What to work on
Copy every line of the entries that includes the word "circle".

---- Exercise materials

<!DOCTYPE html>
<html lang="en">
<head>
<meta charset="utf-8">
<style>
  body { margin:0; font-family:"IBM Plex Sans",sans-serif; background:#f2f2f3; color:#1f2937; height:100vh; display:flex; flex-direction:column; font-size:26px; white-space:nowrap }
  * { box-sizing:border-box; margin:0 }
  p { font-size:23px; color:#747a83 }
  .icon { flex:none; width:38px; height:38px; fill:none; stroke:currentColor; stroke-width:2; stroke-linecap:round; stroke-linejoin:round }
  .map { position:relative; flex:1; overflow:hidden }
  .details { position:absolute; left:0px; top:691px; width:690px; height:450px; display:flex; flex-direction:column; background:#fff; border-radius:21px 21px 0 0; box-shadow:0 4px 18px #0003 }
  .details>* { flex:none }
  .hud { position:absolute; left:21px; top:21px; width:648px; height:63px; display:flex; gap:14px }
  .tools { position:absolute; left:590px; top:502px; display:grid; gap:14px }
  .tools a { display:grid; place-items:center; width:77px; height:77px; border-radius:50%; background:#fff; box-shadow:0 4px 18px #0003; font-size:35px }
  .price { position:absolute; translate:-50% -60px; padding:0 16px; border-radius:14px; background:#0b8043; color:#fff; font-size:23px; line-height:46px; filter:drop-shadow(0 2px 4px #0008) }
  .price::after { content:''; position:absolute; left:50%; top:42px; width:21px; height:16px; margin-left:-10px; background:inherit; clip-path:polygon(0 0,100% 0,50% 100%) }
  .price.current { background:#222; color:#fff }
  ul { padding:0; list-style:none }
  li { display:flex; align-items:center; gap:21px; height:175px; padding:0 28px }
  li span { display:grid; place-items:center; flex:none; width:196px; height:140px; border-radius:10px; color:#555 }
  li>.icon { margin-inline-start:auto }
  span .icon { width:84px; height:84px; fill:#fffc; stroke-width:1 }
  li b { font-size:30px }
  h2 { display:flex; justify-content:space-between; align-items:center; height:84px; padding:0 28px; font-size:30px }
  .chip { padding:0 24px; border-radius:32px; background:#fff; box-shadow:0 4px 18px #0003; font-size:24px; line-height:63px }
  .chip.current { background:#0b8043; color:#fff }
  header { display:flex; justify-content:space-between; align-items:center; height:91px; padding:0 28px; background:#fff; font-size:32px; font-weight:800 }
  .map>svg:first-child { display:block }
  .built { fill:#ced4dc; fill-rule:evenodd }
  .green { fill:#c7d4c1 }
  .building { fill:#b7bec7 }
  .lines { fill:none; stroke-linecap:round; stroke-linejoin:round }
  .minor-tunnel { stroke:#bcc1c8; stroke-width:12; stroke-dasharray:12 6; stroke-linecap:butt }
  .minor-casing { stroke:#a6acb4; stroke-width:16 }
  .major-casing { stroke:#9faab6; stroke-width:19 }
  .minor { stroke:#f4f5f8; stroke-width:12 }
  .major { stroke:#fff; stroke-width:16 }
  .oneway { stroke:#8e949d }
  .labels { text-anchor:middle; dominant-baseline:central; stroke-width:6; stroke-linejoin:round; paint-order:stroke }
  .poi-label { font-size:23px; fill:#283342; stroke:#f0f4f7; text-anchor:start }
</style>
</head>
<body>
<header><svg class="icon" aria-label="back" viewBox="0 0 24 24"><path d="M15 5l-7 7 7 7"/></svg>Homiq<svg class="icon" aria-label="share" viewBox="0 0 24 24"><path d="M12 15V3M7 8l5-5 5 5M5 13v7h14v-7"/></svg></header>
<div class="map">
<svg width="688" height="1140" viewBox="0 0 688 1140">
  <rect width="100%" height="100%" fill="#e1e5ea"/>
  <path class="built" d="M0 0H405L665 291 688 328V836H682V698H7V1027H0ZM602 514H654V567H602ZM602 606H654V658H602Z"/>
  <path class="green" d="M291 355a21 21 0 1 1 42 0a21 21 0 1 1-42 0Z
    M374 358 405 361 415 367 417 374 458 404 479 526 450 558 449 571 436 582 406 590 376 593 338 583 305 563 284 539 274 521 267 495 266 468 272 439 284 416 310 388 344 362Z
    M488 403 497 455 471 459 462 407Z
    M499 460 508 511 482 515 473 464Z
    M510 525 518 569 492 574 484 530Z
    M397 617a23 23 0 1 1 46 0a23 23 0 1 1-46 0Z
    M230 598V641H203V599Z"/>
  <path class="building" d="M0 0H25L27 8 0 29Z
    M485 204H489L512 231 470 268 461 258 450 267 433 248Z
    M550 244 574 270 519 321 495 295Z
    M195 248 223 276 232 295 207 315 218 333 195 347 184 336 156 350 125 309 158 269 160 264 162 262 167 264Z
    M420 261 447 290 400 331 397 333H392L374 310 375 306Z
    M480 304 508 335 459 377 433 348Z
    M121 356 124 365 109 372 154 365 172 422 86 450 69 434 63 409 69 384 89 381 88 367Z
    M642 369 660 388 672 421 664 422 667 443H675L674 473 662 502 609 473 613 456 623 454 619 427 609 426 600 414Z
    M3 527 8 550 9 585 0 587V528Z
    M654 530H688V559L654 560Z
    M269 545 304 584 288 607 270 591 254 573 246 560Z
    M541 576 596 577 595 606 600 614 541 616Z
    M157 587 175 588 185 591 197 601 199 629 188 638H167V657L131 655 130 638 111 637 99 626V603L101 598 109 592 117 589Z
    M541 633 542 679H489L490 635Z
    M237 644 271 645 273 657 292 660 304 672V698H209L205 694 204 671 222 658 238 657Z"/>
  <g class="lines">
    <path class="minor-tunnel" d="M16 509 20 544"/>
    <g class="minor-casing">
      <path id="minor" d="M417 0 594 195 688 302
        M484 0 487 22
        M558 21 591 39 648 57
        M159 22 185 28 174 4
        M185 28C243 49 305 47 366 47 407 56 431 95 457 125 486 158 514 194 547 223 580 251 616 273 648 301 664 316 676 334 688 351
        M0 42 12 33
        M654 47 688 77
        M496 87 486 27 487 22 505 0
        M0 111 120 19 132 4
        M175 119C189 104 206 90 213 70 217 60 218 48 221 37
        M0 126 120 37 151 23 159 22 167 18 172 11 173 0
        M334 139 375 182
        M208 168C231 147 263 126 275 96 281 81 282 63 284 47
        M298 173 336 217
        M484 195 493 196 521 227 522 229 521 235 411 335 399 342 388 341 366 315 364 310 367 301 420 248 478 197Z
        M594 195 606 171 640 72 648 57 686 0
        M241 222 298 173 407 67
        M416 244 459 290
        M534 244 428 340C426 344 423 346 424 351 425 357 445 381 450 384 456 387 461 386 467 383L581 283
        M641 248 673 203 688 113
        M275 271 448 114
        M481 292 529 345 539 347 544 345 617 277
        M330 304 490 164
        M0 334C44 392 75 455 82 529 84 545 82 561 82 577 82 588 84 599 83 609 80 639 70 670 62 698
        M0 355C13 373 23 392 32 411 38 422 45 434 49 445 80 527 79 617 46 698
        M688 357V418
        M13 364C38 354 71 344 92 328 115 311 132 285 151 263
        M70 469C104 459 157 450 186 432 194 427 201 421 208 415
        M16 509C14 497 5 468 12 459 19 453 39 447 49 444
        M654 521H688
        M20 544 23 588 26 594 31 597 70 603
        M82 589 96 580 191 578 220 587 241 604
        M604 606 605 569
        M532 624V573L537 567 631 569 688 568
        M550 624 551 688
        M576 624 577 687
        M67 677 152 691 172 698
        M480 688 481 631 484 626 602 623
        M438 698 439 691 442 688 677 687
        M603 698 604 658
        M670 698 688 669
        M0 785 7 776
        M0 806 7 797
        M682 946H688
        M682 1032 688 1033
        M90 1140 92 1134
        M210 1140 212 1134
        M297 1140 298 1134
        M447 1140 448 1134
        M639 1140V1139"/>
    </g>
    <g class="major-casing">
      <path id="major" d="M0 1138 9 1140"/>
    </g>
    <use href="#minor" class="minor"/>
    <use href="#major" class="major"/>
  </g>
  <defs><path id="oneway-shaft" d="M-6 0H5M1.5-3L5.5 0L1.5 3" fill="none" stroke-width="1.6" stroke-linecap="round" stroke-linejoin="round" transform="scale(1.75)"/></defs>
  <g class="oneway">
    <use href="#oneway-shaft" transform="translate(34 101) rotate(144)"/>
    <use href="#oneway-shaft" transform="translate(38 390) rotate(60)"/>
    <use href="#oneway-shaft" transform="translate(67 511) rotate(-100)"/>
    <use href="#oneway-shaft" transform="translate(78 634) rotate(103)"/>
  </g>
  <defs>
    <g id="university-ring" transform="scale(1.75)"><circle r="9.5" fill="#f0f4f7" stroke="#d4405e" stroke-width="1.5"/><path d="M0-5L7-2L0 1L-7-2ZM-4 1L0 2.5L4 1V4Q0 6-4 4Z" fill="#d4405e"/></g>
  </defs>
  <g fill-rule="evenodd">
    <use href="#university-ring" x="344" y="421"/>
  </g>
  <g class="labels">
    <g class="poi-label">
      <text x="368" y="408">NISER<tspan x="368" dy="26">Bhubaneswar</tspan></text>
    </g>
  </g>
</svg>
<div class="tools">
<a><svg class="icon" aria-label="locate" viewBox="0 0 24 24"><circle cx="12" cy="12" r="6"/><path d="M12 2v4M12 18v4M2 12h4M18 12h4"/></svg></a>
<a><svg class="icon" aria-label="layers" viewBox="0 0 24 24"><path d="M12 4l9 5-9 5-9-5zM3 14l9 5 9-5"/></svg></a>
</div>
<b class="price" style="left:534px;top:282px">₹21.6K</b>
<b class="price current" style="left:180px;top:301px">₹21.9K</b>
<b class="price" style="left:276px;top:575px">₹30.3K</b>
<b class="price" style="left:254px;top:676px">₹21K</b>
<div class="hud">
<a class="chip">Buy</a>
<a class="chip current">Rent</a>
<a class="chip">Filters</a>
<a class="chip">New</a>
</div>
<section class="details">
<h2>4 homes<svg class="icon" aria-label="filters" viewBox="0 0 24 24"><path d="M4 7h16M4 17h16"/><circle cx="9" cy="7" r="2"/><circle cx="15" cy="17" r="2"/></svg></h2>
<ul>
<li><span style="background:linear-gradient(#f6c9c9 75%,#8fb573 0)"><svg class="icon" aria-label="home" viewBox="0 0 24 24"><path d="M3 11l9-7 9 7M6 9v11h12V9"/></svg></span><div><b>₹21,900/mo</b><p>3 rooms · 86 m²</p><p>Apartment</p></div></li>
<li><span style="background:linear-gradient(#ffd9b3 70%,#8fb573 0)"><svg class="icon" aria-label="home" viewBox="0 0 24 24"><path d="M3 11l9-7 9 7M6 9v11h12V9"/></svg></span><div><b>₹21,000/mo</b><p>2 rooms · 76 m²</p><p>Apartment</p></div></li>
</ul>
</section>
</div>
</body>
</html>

--------

Problem solution
    <g id="university-ring" transform="scale(1.75)"><circle r="9.5" fill="#f0f4f7" stroke="#d4405e" stroke-width="1.5"/><path d="M0-5L7-2L0 1L-7-2ZM-4 1L0 2.5L4 1V4Q0 6-4 4Z" fill="#d4405e"/></g>
<a><svg class="icon" aria-label="locate" viewBox="0 0 24 24"><circle cx="12" cy="12" r="6"/><path d="M12 2v4M12 18v4M2 12h4M18 12h4"/></svg></a>
<h2>4 homes<svg class="icon" aria-label="filters" viewBox="0 0 24 24"><path d="M4 7h16M4 17h16"/><circle cx="9" cy="7" r="2"/><circle cx="15" cy="17" r="2"/></svg></h2>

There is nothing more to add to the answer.